Ethno-sectarian tensions are not new in Mostar. The city lies on the strategic Neretva River, which allows north-south access throughout southern Bosnia and Herzegovina and eventually the Adriatic coast in the south. Mostar’s location at the heart of the Neretva Valley positions it at the crossroads of the Muslim-dominated northern Neretva basin, the predominantly Croatian western Herzegovina and Serb-dominated eastern Herzegovina. The town’s demographics before the 1992-1995 Bosnian Civil War illustrated its diversity, with nearly every ethnicity equally represented: the Bosniaks and Croats were dominant at around 35 percent each, while the substantial Serbian population stood at around 20 percent. Today, the city is split down the middle between Croats and the Bosniaks.
The town saw heavy conflict between Croatians and Bosniaks during the Bosnian Civil War,tensions that have resurfaced recently. The latest case of violence is notable, however, in that it is within an ethno-sectarian group: the moderate Muslim Bosniaks and the hard-line Wahhabis. During the Bosnian War, Wahhabis were tolerated in Bosnia because they were seen as a vital link with the Middle East able to provide financial and military support for the Bosniak cause.

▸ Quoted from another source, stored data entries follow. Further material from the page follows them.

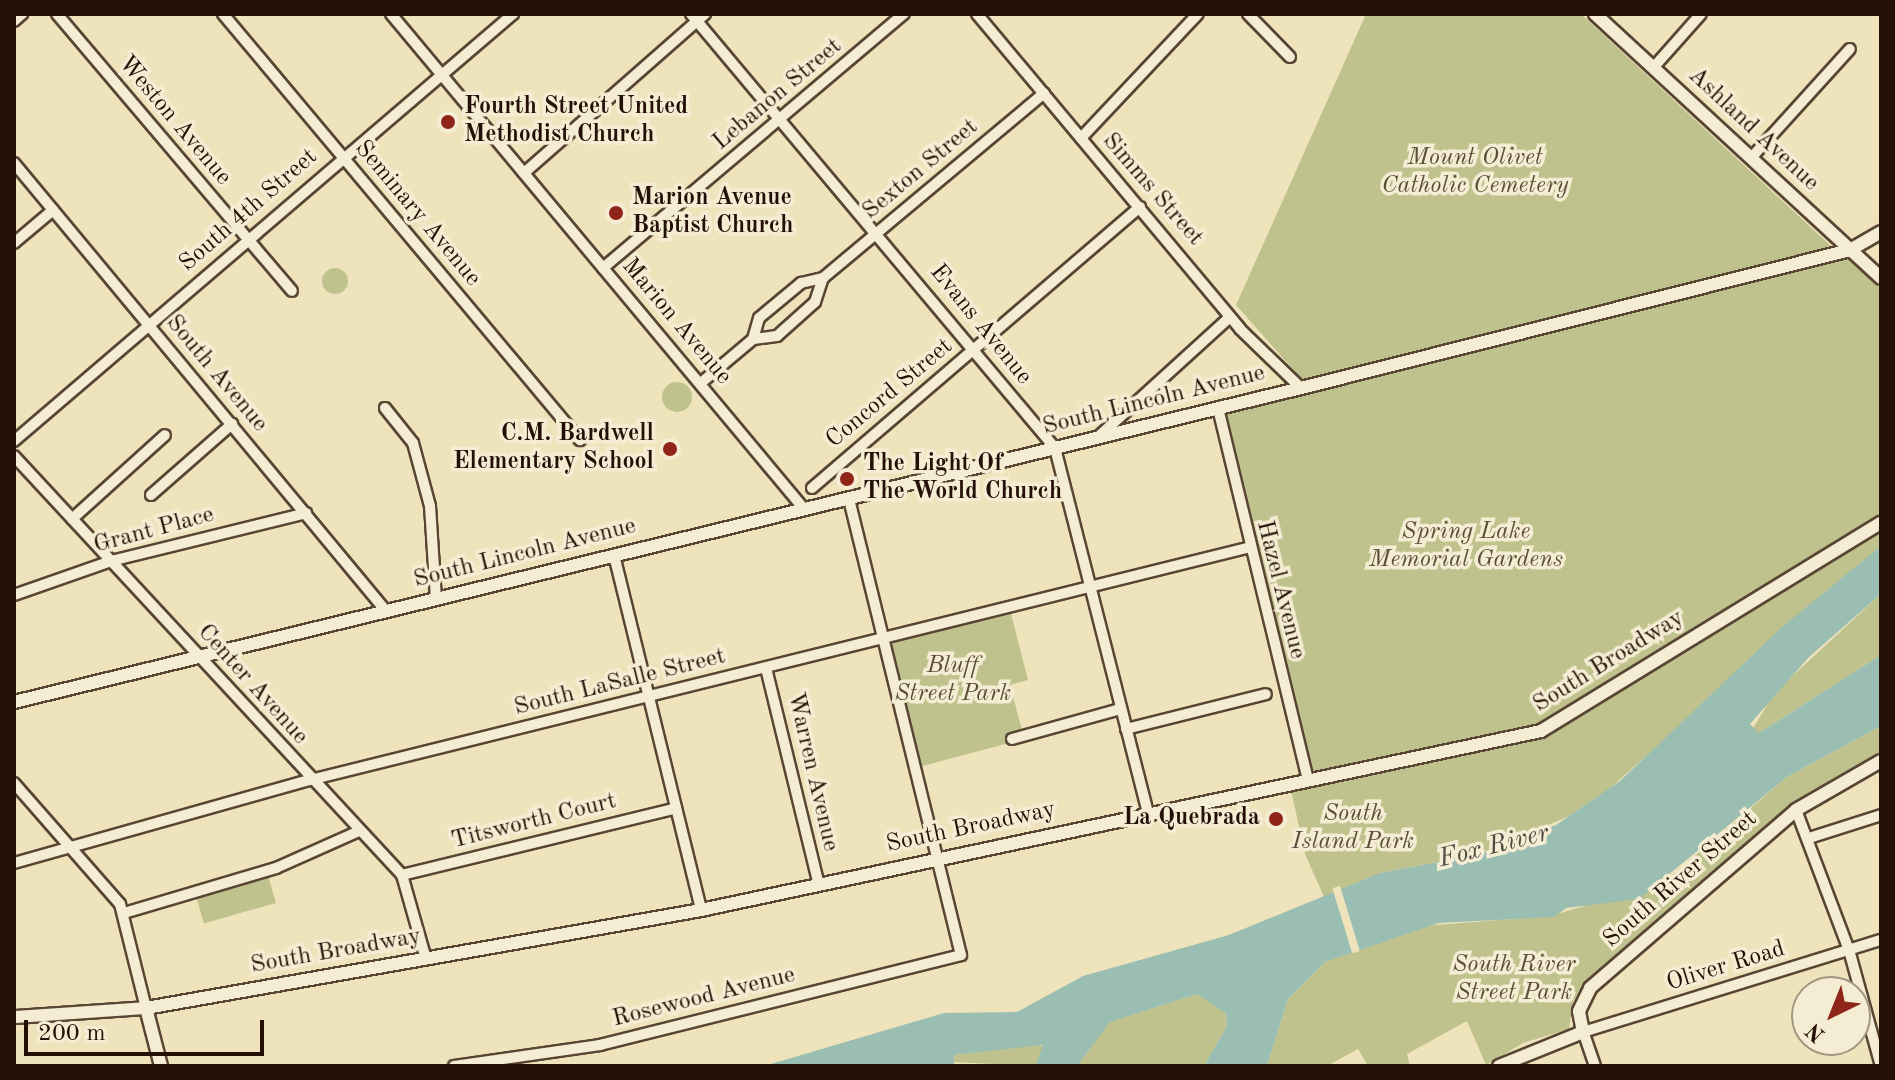 <!DOCTYPE html>
<html>
<head>
<meta charset="utf-8">
<style>
	body { margin:0 }
	#map { position:relative; width:1895px; height:1080px; overflow:hidden; background:#efe3bc; font-family:"Old Standard TT",serif }
	div>[style] { position:absolute }
	[style*='--x'] { left:calc(var(--x)*1px); top:calc(var(--y)*1px); width:calc(var(--w)*1px); rotate:calc(var(--a)*1deg) }
	.green>* { inset:0; background:#bfc28d; transform-origin:0 0 }
	.round { border-radius:50% }
	.water>* { inset:0; background:#9abeb1 }
	.pier>* { inset:0; background:#efe3bc; transform-origin:0 0 }
	.roads { filter:drop-shadow(2px 0 #584534) drop-shadow(-2px 0 #584534) drop-shadow(0 2px #584534) drop-shadow(0 -2px #584534) }
	.minor>* { height:10px; margin:-5px; padding:0 5px; transform-origin:5px; border-radius:5px; background:#f5edd3 }
	.tertiary>* { height:12px; margin:-6px; padding:0 6px; transform-origin:6px; border-radius:6px; background:#f5edd3 }
	.dots>* { width:22px; height:22px; translate:-50% -50%; box-sizing:border-box; border:4px solid #f5edd3; border-radius:50% }
	span { translate:-50% -50%; white-space:nowrap; text-align:center; line-height:1.15; -webkit-text-stroke:7px #f5edd3; paint-order:stroke }
	.street-label { font-size:24px; color:#251007 }
	.poi-label { font-size:24px; color:#251007; font-weight:700 }
	.left { translate:0 -50%; text-align:left }
	.right { translate:-100% -50%; text-align:right }
	.park-label { font-size:24px; color:#5b4e36; font-style:italic }
	.water-label { font-size:26px; color:#4e4d42; font-style:italic }
	.frame { position:absolute; inset:0; border:16px solid #251007; pointer-events:none }
	.north { position:absolute; left:1791px; top:976px; width:80px; height:80px; box-sizing:border-box; background:#f5edd3; border:2px solid #a29581; border-radius:50%; rotate:223deg; font-size:22px; font-weight:700; line-height:32px; text-align:center; color:#251007 }
	.north::after { content:''; display:block; margin:auto; width:28px; height:36px; background:#8f2418; clip-path:polygon(50% 0,100% 100%,50% 72%,0 100%) }
	.scale { position:absolute; left:24px; top:1020px; width:240px; height:36px; box-sizing:border-box; border:4px solid #251007; border-top:0; padding-left:10px; font-size:24px; line-height:28px; white-space:nowrap; color:#251007; -webkit-text-stroke:6px #f5edd3; paint-order:stroke }
</style>
</head>
<body>
<div id="map">
	<div class="green">
		<div style="clip-path:polygon(1366px 14px,1581px 14px,1832px 247px,1303px 381px,1236px 305px)"></div>
		<div style="clip-path:polygon(1846px 256px,1881px 289px,1881px 514px,1537px 725px,1311px 773px,1224px 412px)"></div>
		<div class="round" style="left:322px;top:268px;width:26px;height:26px"></div>
		<div class="round" style="left:662px;top:382px;width:30px;height:30px"></div>
		<div style="clip-path:polygon(1881px 527px,1881px 546px,1588px 808px,1480px 854px,1380px 873px,1324px 897px,1305px 854px,1291px 790px,1542px 734px)"></div>
		<div style="clip-path:polygon(1881px 594px,1881px 655px,1759px 733px,1752px 730px,1775px 692px)"></div>
		<div style="clip-path:polygon(1010px 610px,1028px 680px,1010px 685px,1022px 730px,1007px 734px,1009px 743px,915px 768px,882px 639px)"></div>
		<div style="clip-path:polygon(1881px 726px,1881px 754px,1792px 805px,1587px 982px,1573px 1001px,1569px 1029px,1523px 1043px,1486px 1065px,1467px 1021px,1407px 1054px,1410px 1066px,1368px 1066px,1358px 1049px,1327px 1066px,1267px 1066px,1288px 999px,1325px 962px,1423px 926px,1550px 916px,1663px 883px,1787px 777px)"></div>
		<div style="left:268px;top:875px;width:29px;height:75px;rotate:74deg"></div>
		<div style="clip-path:polygon(1198px 994px,1226px 1014px,1227px 1026px,1204px 1066px,1077px 1066px,1109px 1022px)"></div>
		<div style="clip-path:polygon(1035px 1045px,1047px 1046px,1035px 1066px,951px 1062px,954px 1055px)"></div>
	</div>
	<div class="water">
		<div style="clip-path:polygon(1881px 546px,1881px 594px,1809px 657px,1750px 724px,1759px 733px,1881px 655px,1881px 726px,1787px 777px,1639px 899px,1566px 908px,1554px 917px,1439px 923px,1325px 962px,1288px 999px,1267px 1066px,1204px 1066px,1227px 1026px,1226px 1014px,1198px 994px,1110px 1022px,1077px 1066px,1035px 1066px,1043px 1045px,954px 1055px,954px 1066px,764px 1066px,944px 1013px,1017px 1012px,1083px 976px,1229px 935px,1380px 873px,1480px 854px,1556px 825px,1620px 781px,1782px 627px)"></div>
	</div>
	<div class="pier">
		<div style="left:1340px;top:886px;width:68px;height:8px;rotate:73deg"></div>
	</div>
	<div class="roads">
		<div class="minor">
			<div style="--x:57;--y:14;--w:363;--a:49.7"></div>
			<div style="--x:223;--y:14;--w:556;--a:50.04"></div>
			<div style="--x:391;--y:14;--w:646;--a:50.15"></div>
			<div style="--x:691;--y:14;--w:566;--a:50.01"></div>
			<div style="--x:1055;--y:448;--w:377;--a:75.7"></div>
			<div style="--x:977;--y:14;--w:410;--a:50.1"></div>
			<div style="--x:1240;--y:329;--w:85;--a:44"></div>
			<div style="--x:1248;--y:14;--w:60;--a:45.7"></div>
			<div style="--x:14;--y:21;--w:11;--a:-41"></div>
			<div style="--x:1653;--y:68;--w:72;--a:-48.4"></div>
			<div style="--x:1081;--y:138;--w:170;--a:-46.7"></div>
			<div style="--x:1751;--y:158;--w:147;--a:-47.8"></div>
			<div style="--x:14;--y:163;--w:582;--a:50.3"></div>
			<div style="--x:524;--y:173;--w:241;--a:-41.3"></div>
			<div style="--x:14;--y:243;--w:51;--a:-40.2"></div>
			<div style="--x:603;--y:268;--w:394;--a:-40.2"></div>
			<div style="--x:753;--y:339;--w:22;--a:-74"></div>
			<div style="--x:759;--y:318;--w:55;--a:-39.8"></div>
			<div style="--x:801;--y:283;--w:23;--a:-13"></div>
			<div style="--x:702;--y:382;--w:67;--a:-40.1"></div>
			<div style="--x:753;--y:339;--w:24;--a:-7"></div>
			<div style="--x:777;--y:336;--w:51;--a:-41.8"></div>
			<div style="--x:815;--y:302;--w:25;--a:-72"></div>
			<div style="--x:823;--y:278;--w:288;--a:-39.9"></div>
			<div style="--x:385;--y:408;--w:45;--a:51.3"></div>
			<div style="--x:413;--y:443;--w:65;--a:74.9"></div>
			<div style="--x:430;--y:506;--w:93;--a:86.3"></div>
			<div style="--x:1218;--y:408;--w:383;--a:76.4"></div>
			<div style="--x:1098;--y:437;--w:178;--a:-42.3"></div>
			<div style="--x:14;--y:441;--w:657;--a:-40.55"></div>
			<div style="--x:14;--y:456;--w:571;--a:47.2"></div>
			<div style="--x:402;--y:875;--w:87;--a:74.1"></div>
			<div style="--x:812;--y:488;--w:432;--a:-40.6"></div>
			<div style="--x:151;--y:495;--w:108;--a:-41.2"></div>
			<div style="--x:72;--y:519;--w:125;--a:-42.1"></div>
			<div style="--x:614;--y:555;--w:366;--a:76.2"></div>
			<div style="--x:14;--y:595;--w:103;--a:-19.3"></div>
			<div style="--x:111;--y:561;--w:201;--a:-13.8"></div>
			<div style="--x:766;--y:668;--w:223;--a:76.3"></div>
			<div style="--x:1126;--y:729;--w:144;--a:-14"></div>
			<div style="--x:1012;--y:739;--w:112;--a:-15.5"></div>
			<div style="--x:14;--y:783;--w:161;--a:48.8"></div>
			<div style="--x:120;--y:904;--w:107;--a:76"></div>
			<div style="--x:1796;--y:810;--w:150;--a:69.3"></div>
			<div style="--x:1849;--y:950;--w:120;--a:74.6"></div>
			<div style="--x:1809;--y:838;--w:76;--a:-17.7"></div>
			<div style="--x:14;--y:863;--w:307;--a:-15.7"></div>
			<div style="--x:310;--y:780;--w:965;--a:-13.91"></div>
			<div style="--x:402;--y:875;--w:282;--a:-13.7"></div>
			<div style="--x:124;--y:913;--w:159;--a:-16.5"></div>
			<div style="--x:276;--y:868;--w:91;--a:-24"></div>
			<div style="--x:454;--y:1066;--w:148;--a:-8.2"></div>
			<div style="--x:600;--y:1045;--w:372;--a:-14"></div>
			<div style="--x:961;--y:955;--w:469;--a:-103.8"></div>
			<div style="--x:1595;--y:1066;--w:36;--a:-109"></div>
			<div style="--x:1583;--y:1032;--w:312;--a:-17.2"></div>
		</div>
		<div class="tertiary">
			<div style="--x:1595;--y:14;--w:389;--a:42.7"></div>
			<div style="--x:14;--y:702;--w:1325;--a:-13.71"></div>
			<div style="--x:1301;--y:388;--w:566;--a:-14.11"></div>
			<div style="--x:1850;--y:250;--w:36;--a:-30"></div>
			<div style="--x:146;--y:1008;--w:60;--a:75.5"></div>
			<div style="--x:14;--y:1017;--w:132;--a:-3.9"></div>
			<div style="--x:146;--y:1008;--w:564;--a:-10.01"></div>
			<div style="--x:701;--y:910;--w:859;--a:-12.03"></div>
			<div style="--x:1541;--y:731;--w:399;--a:-31.5"></div>
			<div style="--x:1499;--y:1066;--w:91;--a:-22"></div>
			<div style="--x:1583;--y:1032;--w:21;--a:-101"></div>
			<div style="--x:1579;--y:1011;--w:25;--a:-64"></div>
			<div style="--x:1590;--y:988;--w:272;--a:-40.8"></div>
			<div style="--x:1796;--y:810;--w:98;--a:-30"></div>
		</div>
	</div>
	<div class="dots">
		<div style="left:448px;top:122px;background:#8f2418"></div>
		<div style="left:616px;top:213px;background:#8f2418"></div>
		<div style="left:670px;top:449px;background:#8f2418"></div>
		<div style="left:847px;top:479px;background:#8f2418"></div>
		<div style="left:1276px;top:819px;background:#8f2418"></div>
	</div>
	<div class="street-label">
		<span style="left:778px;top:95px;rotate:-40deg">Lebanon Street</span>
		<span style="left:174px;top:121px;rotate:50deg">Weston Avenue</span>
		<span style="left:1753px;top:130px;rotate:43deg">Ashland Avenue</span>
		<span style="left:921px;top:170px;rotate:-40deg">Sexton Street</span>
		<span style="left:1152px;top:190px;rotate:49deg">Simms Street</span>
		<span style="left:249px;top:211px;rotate:-41deg">South 4th Street</span>
		<span style="left:417px;top:214px;rotate:50deg">Seminary Avenue</span>
		<span style="left:676px;top:322px;rotate:50deg">Marion Avenue</span>
		<span style="left:980px;top:325px;rotate:51deg">Evans Avenue</span>
		<span style="left:216px;top:374px;rotate:50deg">South Avenue</span>
		<span style="left:890px;top:394px;rotate:-40deg">Concord Street</span>
		<span style="left:1154px;top:401px;rotate:-14deg">South Lincoln Avenue</span>
		<span style="left:154px;top:531px;rotate:-15deg">Grant Place</span>
		<span style="left:525px;top:554px;rotate:-14deg">South Lincoln Avenue</span>
		<span style="left:1280px;top:590px;rotate:76deg">Hazel Avenue</span>
		<span style="left:1609px;top:662px;rotate:-32deg">South Broadway</span>
		<span style="left:620px;top:683px;rotate:-14deg">South LaSalle Street</span>
		<span style="left:252px;top:685px;rotate:48deg">Center Avenue</span>
		<span style="left:812px;top:772px;rotate:77deg">Warren Avenue</span>
		<span style="left:534px;top:822px;rotate:-14deg">Titsworth Court</span>
		<span style="left:971px;top:828px;rotate:-12deg">South Broadway</span>
		<span style="left:1681px;top:880px;rotate:-41deg">South River Street</span>
		<span style="left:336px;top:952px;rotate:-10deg">South Broadway</span>
		<span style="left:1726px;top:967px;rotate:-17deg">Oliver Road</span>
		<span style="left:704px;top:998px;rotate:-14deg">Rosewood Avenue</span>
	</div>
	<div class="poi-label">
		<span class="left" style="left:464px;top:122px">Fourth Street United<br>Methodist Church</span>
		<span class="left" style="left:632px;top:213px">Marion Avenue<br>Baptist Church</span>
		<span class="right" style="left:654px;top:449px">C.M. Bardwell<br>Elementary School</span>
		<span class="left" style="left:863px;top:479px">The Light Of<br>The World Church</span>
		<span class="right" style="left:1260px;top:819px">La Quebrada</span>
	</div>
	<div class="park-label">
		<span style="left:1475px;top:173px">Mount Olivet<br>Catholic Cemetery</span>
		<span style="left:1466px;top:547px">Spring Lake<br>Memorial Gardens</span>
		<span style="left:953px;top:681px">Bluff<br>Street Park</span>
		<span style="left:1353px;top:829px">South<br>Island Park</span>
		<span style="left:1514px;top:980px">South River<br>Street Park</span>
	</div>
	<div class="water-label">
		<span style="left:1494px;top:847px;rotate:-14deg">Fox River</span>
	</div>
	<div class="frame"></div>
	<div class="north">N</div>
	<div class="scale">200 m</div>
</div>
</body>
</html>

Nearly 15 years after the end of the Bosnian civil war, however, the more moderate Bosniaks have no desire to see Islamic fundamentalism imposed in the Balkans, and now largely resent the Wahhabis’ presence in the region. The tensions in Mostar follow the arrest of six men in neighboring Serbia’s predominantly Muslim Sandzak region last month over similar fears of the rise of Islamic fundamentalism.
These tensions are likely to be exacerbated in coming months as the economic crisis continues to hit the region, and Bosnia in particular. While there have been ethnic tensions in northern Kosovo and most recently in south Serbia between Serbs and Albanians, those conflicts are more stable than Bosnia’s. In Kosovo, communities are largely segregated and firmly separated by the presence of a sizable international armed presence. In south Serbia, the predominantly Albanian Presevo Valley has again flared up with sporadic attacks against Serbian Interior Ministry personnel and civilians, but Belgrade has a firm grip on the region and is making sure that it does not use a heavy-handed approach that would elicit an international backlash. Either way, the Albanians of Presevo are unlikely to receive any support from the West. This is because the West has tired of Balkan intrigue, and because Belgrade is making sure to cooperate closely with international forces in Kosovo.
However, Bosnia is still prone to unrest. The country is still mixed ethnically, particularly in the joint Croat-Muslim federal entity, where different ethnic groups are in close proximity. The most recent attack in Mostar, however, also illustrates that as social tensions rise due to the economic crisis, intraethnic violence is also possible. Though this does not mean that new clashes are imminent, STRATFOR will be watching any new developments in this volatile region closely, with Bosnia at the center of our attention.